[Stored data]
┌──

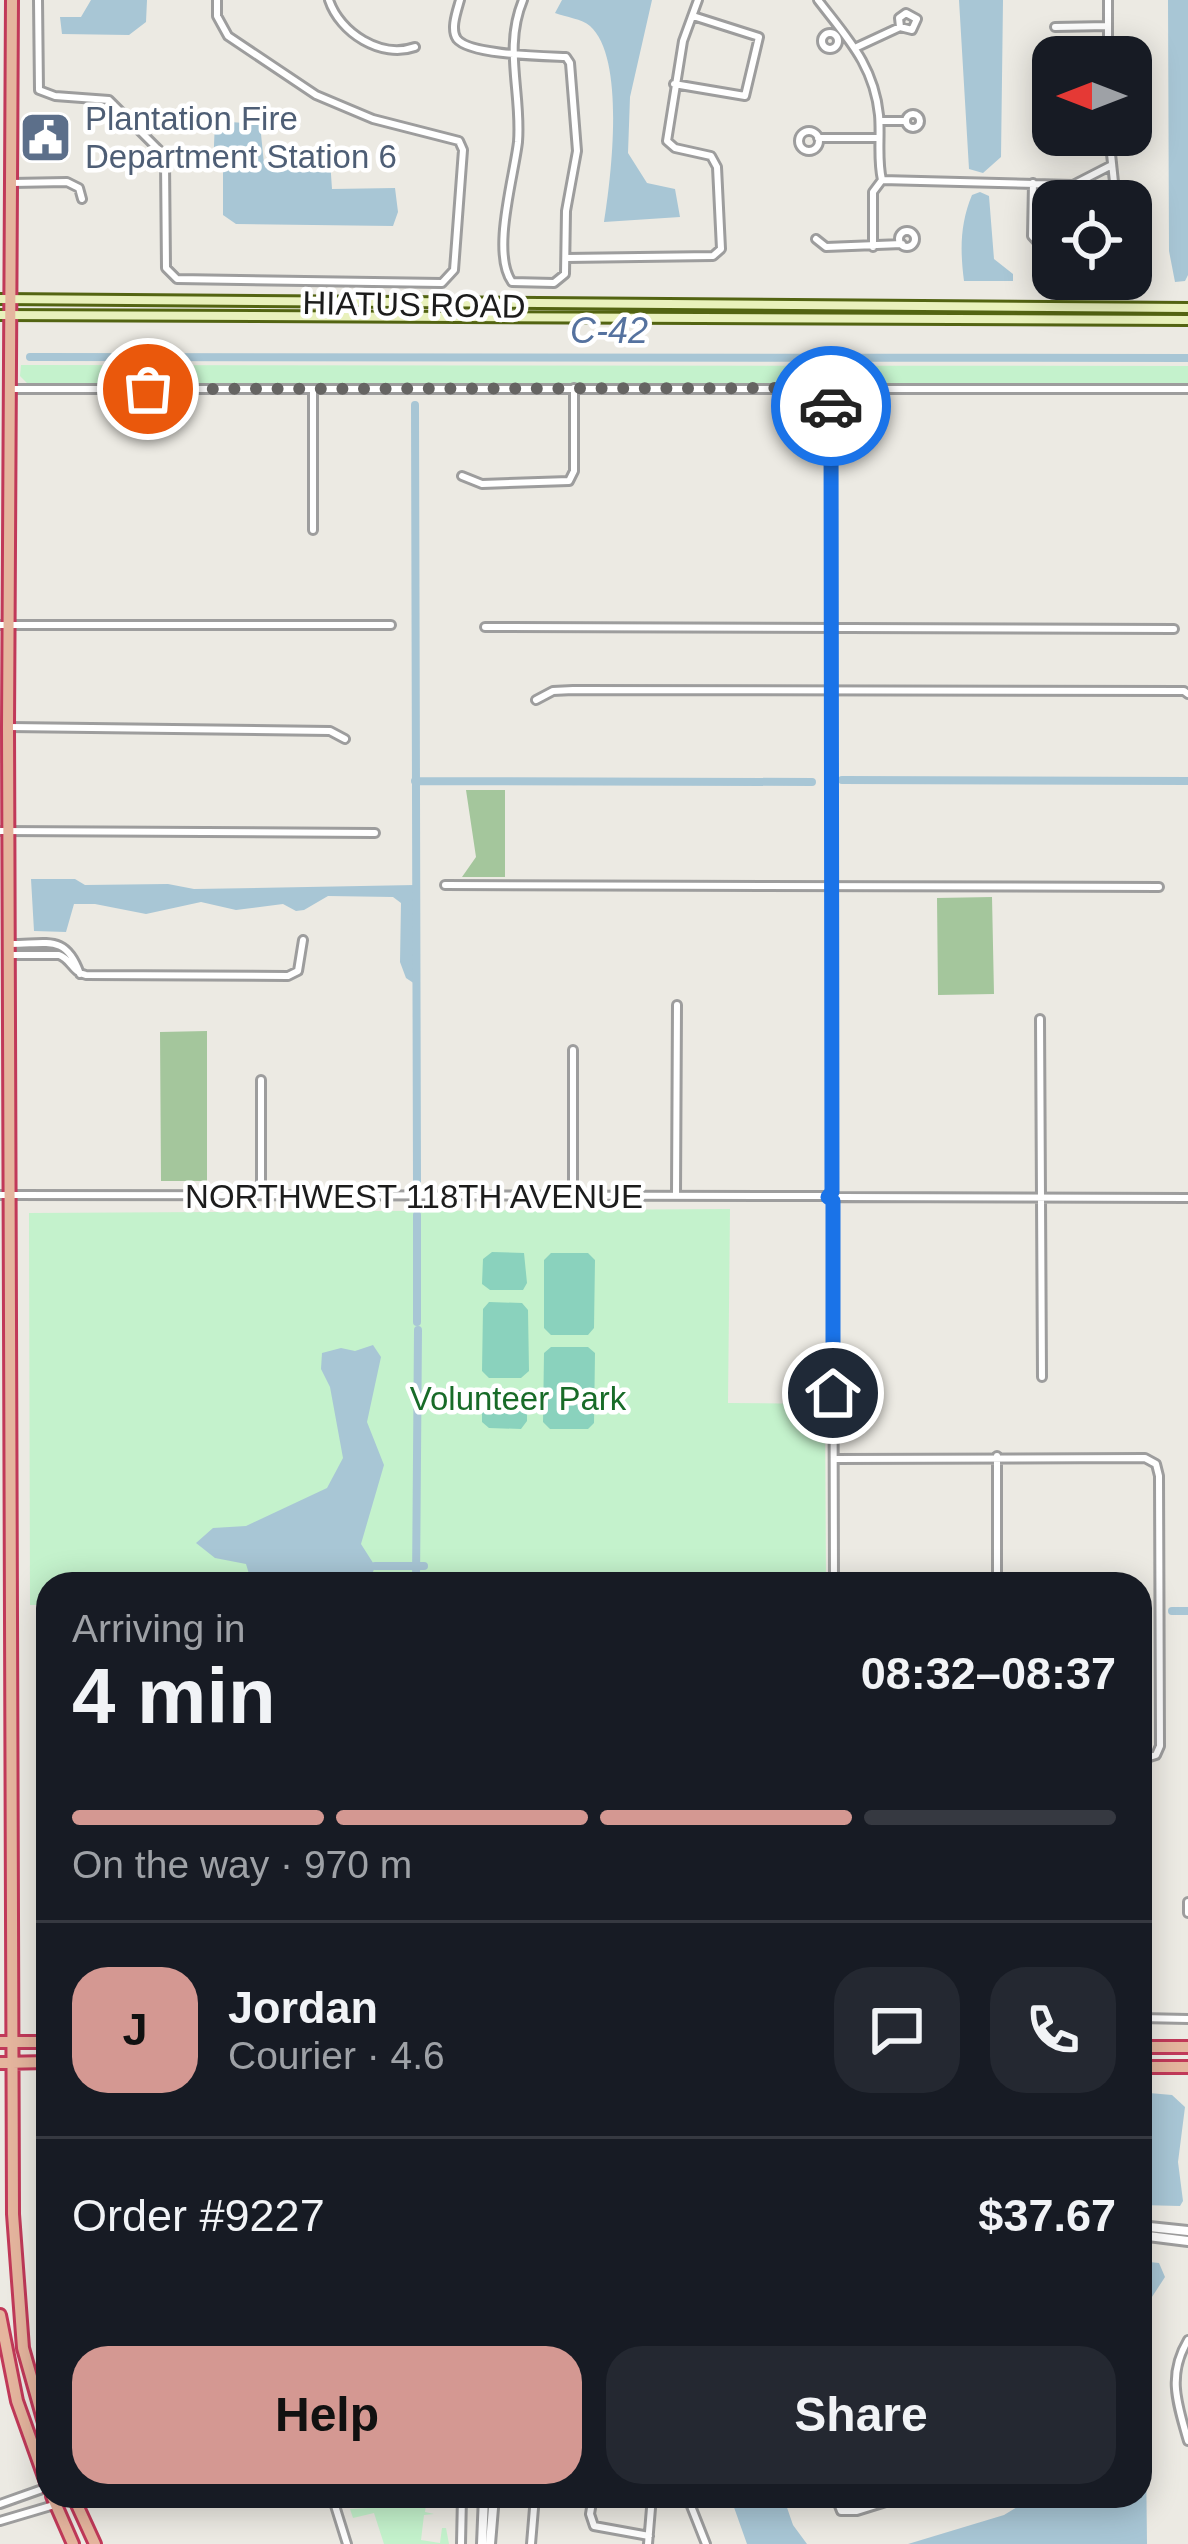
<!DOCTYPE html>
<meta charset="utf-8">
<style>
body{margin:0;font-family:Arial,sans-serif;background:#242831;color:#f1f3f6;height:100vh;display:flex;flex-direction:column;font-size:45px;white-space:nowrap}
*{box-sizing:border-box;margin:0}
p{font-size:39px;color:#9ea1a6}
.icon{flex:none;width:66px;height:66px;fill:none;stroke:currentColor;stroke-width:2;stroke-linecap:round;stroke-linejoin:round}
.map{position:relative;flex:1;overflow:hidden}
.drawer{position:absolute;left:36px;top:1572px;width:1116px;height:936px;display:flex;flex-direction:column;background:#171b24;border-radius:36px;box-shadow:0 6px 30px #0003}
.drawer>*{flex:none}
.needle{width:78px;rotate:270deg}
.buttons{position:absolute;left:1032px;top:36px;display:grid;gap:24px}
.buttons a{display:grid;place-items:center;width:120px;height:120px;border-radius:24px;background:#171b24;box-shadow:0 6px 30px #0003;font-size:60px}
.pin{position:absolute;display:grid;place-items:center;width:102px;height:102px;color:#fff;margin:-51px;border:6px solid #fff;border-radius:50%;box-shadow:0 3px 12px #0007}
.courier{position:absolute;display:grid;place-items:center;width:120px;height:120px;margin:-60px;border:9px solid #1a73e8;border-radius:50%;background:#fff;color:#222;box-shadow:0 3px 15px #0007}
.overview em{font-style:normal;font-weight:700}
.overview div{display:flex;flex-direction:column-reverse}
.overview{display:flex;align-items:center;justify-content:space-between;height:204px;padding:0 36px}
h1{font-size:78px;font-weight:700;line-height:90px}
.bar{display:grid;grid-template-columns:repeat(4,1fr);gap:18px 12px;align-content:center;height:144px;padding:0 36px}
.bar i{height:15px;border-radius:9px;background:#363941}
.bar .current{background:#d49892}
.bar p{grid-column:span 4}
.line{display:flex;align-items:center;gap:30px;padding:0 36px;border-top:3px solid #363941}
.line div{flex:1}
.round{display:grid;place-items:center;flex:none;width:126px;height:126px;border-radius:36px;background:#242831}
.action{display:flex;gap:24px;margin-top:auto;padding:24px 36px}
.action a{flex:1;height:138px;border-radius:36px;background:#d49892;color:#111;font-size:48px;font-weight:700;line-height:138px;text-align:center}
.action a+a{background:#242831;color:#f1f3f6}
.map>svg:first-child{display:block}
</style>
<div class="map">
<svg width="1188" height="2544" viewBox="0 0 1188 2544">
<rect width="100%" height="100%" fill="#eceae3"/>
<path fill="#a4c69c" d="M 466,790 L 505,790 L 505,877 L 462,877 L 476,857 Z
M 992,897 L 994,994 L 938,995 L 937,898 Z
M 207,1031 L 207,1181 L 161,1181 L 160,1032 Z"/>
<path fill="#c4f2cc" d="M 21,365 L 1188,366 L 1188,386 L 30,386 L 20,376 Z
M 730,1209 L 728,1403 L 825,1404 L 826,1584 L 48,1584 L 48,1605 L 30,1605 L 29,1213 Z
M 419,2496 L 427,2496 L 425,2512 L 434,2514 L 424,2515 L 421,2540 L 440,2543 L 442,2528 L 446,2528 L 449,2544 L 384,2544 L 374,2513 L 353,2518 L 350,2509 L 368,2508 L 369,2502 L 372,2507 L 391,2507 L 392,2502 L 394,2508 L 418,2507 Z"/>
<path fill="#8ad2bd" d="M 492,1252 L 524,1253 L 527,1283 L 523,1290 L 490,1290 L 482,1284 L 483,1259 Z
M 551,1253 L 588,1253 L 595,1260 L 594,1328 L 588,1335 L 551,1335 L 544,1328 L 544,1260 Z
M 489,1302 L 522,1303 L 528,1310 L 529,1371 L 521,1378 L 489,1378 L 482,1371 L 483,1309 Z
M 551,1347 L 588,1347 L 595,1353 L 594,1423 L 588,1429 L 550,1429 L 543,1422 L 544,1353 Z
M 489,1390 L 521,1390 L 527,1396 L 527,1421 L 521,1429 L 489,1428 L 482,1422 L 482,1396 Z"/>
<path fill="#a8c6d5" d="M 91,0 L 147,0 L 146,22 L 129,35 L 62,34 L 60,17 L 81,17 Z
M 562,0 L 652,0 L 630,97 L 628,153 L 647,183 L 675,189 L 680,217 L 604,222 C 611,178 626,58 590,26 C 582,19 566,17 555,13 Z
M 959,0 L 1003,0 L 1001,157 L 983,173 L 969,169 Z
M 1168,0 L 1188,0 L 1188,275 L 1185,281 L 1175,282 L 1169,251 Z
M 215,121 L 260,124 L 264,164 L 330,160 L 332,189 L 395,188 L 398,212 L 393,226 L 236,224 L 223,215 L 223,172 L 213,169 Z
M 980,192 L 989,196 L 994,259 L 1013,274 L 1013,281 L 964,281 C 960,250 960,224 972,195 Z
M 31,879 L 75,879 L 85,885 L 168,884 L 194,889 L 415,885 L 415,984 L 406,978 L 400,962 L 401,903 L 393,897 L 328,896 L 304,910 L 296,911 L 283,904 L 236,910 L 201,902 L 146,914 L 95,904 L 74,904 L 66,932 L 34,931 Z
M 373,1345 L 381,1357 L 367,1422 L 384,1465 L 361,1544 L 375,1566 L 369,1584 L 252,1584 L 246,1564 L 215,1558 L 196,1543 L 213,1528 L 246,1526 L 327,1488 L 343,1458 L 330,1387 L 321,1369 L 322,1353 L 341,1348 L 355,1351 Z
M 1149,2093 L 1172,2095 L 1185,2107 L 1178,2162 L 1183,2201 L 1180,2206 L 1140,2205 L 1140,2095 Z
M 1140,2261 L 1159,2263 L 1165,2277 L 1150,2300 L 1140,2335 Z
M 1140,2438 L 1146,2454 L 1147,2544 L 908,2544 L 1004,2515 L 1035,2496 L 1140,2496 Z
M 730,2496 L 783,2496 L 793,2525 L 807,2544 L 747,2544 Z"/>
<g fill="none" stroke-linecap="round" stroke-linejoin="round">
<path stroke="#a8c6d5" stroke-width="8" d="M 30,357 L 1188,358
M 415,405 L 417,1186
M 842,780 L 1188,781
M 415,781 L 812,782
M 417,1215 L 417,1322
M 375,1566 L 424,1566
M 416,1584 L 418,1330
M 1140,1611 L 1147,1611
M 1172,1611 L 1188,1611"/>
<defs>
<path id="minor" d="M 38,0 L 39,90 L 55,96 L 109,100 L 160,151 L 165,162 L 166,268 L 177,279 L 442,283 L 454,270 L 463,150 L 459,141 L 373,119 L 316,95 L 228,36 L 217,16 L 217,0
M 329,0 C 340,33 381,59 415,47
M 460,0 C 457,11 450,29 457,39 C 470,55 544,56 566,57 L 570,63 L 577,151 L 566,211 L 565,274 L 554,283 L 512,282 C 491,253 514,177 518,142 C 522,93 503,48 523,0
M 818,0 C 847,38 874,65 879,115 C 881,137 877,158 882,180 L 873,192 L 873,247
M 1108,0 L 1108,57
M 1055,27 L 1108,26
M822 41a8 8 0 1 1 16 0a8 8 0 1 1-16 0Z
M 857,47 L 900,27 L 912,30 L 917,19 L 906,13 L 899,18 L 900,27
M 674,84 L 745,96 L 759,37 L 693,16
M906 121a7 7 0 1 1 14 0a7 7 0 1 1-14 0Z
M 880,121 L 906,121
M799 141a10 10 0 1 1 20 0a10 10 0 1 1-20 0Z
M 1109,135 L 1116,201
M 818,138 L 878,138
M 882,180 L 1073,185 L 1110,166
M 12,183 L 67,182 L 79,188 L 82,199
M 1033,183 L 1032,236 L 1042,247 L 1053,247
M899 239a8 8 0 1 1 16 0a8 8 0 1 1-16 0Z
M 816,239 L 826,247 L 902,244
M 566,258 L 713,256 L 721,249 L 717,167 L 711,156 L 675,148 L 667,141 L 683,41 L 698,0
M 831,388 L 833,1192
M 10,389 L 1188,389
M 313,390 L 313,530
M 462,476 L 482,484 L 569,481 L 574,471 L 574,388
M 0,625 L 391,625
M 485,627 L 1174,629
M 536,700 L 553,691 L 573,690 L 1184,691 L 1188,694
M 9,727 L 330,731 L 345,739
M 0,831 L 375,833
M 445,885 L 1159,887
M 11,944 C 48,944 66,934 80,974
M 9,955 L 59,955 C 71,959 72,972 86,975 L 288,976 L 298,971 L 303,940
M 1040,1019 L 1042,1377
M 261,1080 L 261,1195
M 0,1195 L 828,1196
M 573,1196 L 573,1050
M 676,1196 L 677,1005
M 838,1197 L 1188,1198
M 833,1201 L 834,1584
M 834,1459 L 1145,1458 L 1156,1464 L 1159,1476 L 1160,1746 L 1156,1755 L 1140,1760
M 997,1584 L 997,1456
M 1188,1902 L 1188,1913
M 1140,2018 L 1188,2019
M 1188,2340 C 1167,2375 1177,2403 1188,2441
M 332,2496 L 347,2544
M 593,2496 L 590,2514 L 594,2526 L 649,2536
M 687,2496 L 706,2544
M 835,2496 L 841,2511 L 857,2511 L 905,2496
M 0,2504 L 48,2487
M 0,2521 L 54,2505
M 461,2544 L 462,2496
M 531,2544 L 535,2496
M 648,2544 L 652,2496"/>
<path id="tertiary" d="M 1140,2226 L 1188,2231
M 1140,2235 L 1188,2241
M 482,2544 L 484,2496
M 490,2544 L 494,2496"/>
<path id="secondary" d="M 0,299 L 1188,308
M 0,315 L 1188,320"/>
<path id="trunk" d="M 12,0 L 8,727 L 13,2214 L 23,2348 L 48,2437
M 0,2042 L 48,2042
M 1140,2047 L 1188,2047
M 0,2063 L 48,2062
M 1140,2067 L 1188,2067
M 0,2315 L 17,2401 L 48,2488
M 52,2496 L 73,2544
M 73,2496 L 95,2544"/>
</defs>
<use href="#minor" stroke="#9d9d9d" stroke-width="12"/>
<use href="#tertiary" stroke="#9d9d9d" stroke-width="14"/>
<use href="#secondary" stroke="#536412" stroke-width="14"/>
<use href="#trunk" stroke="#c13959" stroke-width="16"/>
<use href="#minor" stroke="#fff" stroke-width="6"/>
<use href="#tertiary" stroke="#fff" stroke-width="8"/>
<use href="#secondary" stroke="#e9f1bc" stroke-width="8"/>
<use href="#trunk" stroke="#e5b59e" stroke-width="10"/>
</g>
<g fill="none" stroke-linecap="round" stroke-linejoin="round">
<path stroke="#656462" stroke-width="12" stroke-dasharray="0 21.6" d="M 148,389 L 831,388 L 831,406"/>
<path stroke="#1a73e8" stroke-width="15" d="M 831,406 L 832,1192 L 828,1197 L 833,1201 L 833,1393"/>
</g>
<defs>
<symbol id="civic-square" viewBox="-11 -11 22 22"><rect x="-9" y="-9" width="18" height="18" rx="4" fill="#5c6f8a" stroke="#fff"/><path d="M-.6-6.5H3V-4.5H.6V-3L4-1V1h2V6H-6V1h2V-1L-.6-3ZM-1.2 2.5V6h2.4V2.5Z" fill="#fff"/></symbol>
</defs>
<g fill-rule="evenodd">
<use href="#civic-square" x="16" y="108" width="59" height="59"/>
</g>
<g text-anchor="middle" stroke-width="9" stroke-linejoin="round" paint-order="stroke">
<g font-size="33" fill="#4e5e75" stroke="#fff" text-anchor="start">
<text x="85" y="130">Plantation Fire<tspan x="85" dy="38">Department Station 6</tspan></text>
</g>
<g font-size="33" fill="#1c1c1c" stroke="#fff">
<text transform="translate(414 304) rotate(1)" y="12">HIATUS ROAD</text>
<text x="414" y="1208">NORTHWEST 118TH AVENUE</text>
</g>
<g font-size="33" fill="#186b28" stroke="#fff">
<text x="518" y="1410">Volunteer Park</text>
</g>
<g font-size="36" font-style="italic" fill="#55729f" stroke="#fff">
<text x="609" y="343">C-42</text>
</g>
</g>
</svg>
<div class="buttons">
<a><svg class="needle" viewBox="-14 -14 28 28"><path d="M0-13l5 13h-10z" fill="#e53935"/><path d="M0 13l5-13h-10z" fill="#9ea1a6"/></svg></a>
<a><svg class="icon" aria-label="locate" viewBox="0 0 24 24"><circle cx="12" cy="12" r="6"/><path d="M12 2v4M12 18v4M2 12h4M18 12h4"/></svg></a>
</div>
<div class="pin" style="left:148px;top:389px;background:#ea580c"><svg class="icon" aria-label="bag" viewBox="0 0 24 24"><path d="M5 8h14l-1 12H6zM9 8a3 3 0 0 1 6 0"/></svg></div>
<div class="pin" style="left:833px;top:1393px;background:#1f2937"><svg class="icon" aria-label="home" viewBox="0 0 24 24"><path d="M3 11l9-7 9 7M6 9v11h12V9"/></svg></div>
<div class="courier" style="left:831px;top:406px"><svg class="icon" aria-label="car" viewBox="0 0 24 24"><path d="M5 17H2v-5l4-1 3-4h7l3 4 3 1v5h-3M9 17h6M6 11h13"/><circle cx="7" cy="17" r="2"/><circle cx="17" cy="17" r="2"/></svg></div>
<section class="drawer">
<div class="overview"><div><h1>4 min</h1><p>Arriving in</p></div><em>08:32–08:37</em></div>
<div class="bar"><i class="current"></i><i class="current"></i><i class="current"></i><i></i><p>On the way · 970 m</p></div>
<div class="line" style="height:216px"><b class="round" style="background:#d49892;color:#111">J</b><div><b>Jordan</b><p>Courier · 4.6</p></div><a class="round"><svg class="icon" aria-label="chat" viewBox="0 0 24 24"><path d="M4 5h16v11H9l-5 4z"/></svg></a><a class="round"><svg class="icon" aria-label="phone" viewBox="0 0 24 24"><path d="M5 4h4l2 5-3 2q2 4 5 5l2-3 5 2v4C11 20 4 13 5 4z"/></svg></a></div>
<div class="line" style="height:156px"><div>Order #9227</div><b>$37.67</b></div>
<div class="action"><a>Help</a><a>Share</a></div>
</section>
</div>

└──

AIM OF THE EXERCISE:
Start at the line containing "way · 970 m</p></div>". Repeat it and each line after it, word for word, to the end of the records.

TASK SOLUTION:
<div class="bar"><i class="current"></i><i class="current"></i><i class="current"></i><i></i><p>On the way · 970 m</p></div>
<div class="line" style="height:216px"><b class="round" style="background:#d49892;color:#111">J</b><div><b>Jordan</b><p>Courier · 4.6</p></div><a class="round"><svg class="icon" aria-label="chat" viewBox="0 0 24 24"><path d="M4 5h16v11H9l-5 4z"/></svg></a><a class="round"><svg class="icon" aria-label="phone" viewBox="0 0 24 24"><path d="M5 4h4l2 5-3 2q2 4 5 5l2-3 5 2v4C11 20 4 13 5 4z"/></svg></a></div>
<div class="line" style="height:156px"><div>Order #9227</div><b>$37.67</b></div>
<div class="action"><a>Help</a><a>Share</a></div>
</section>
</div>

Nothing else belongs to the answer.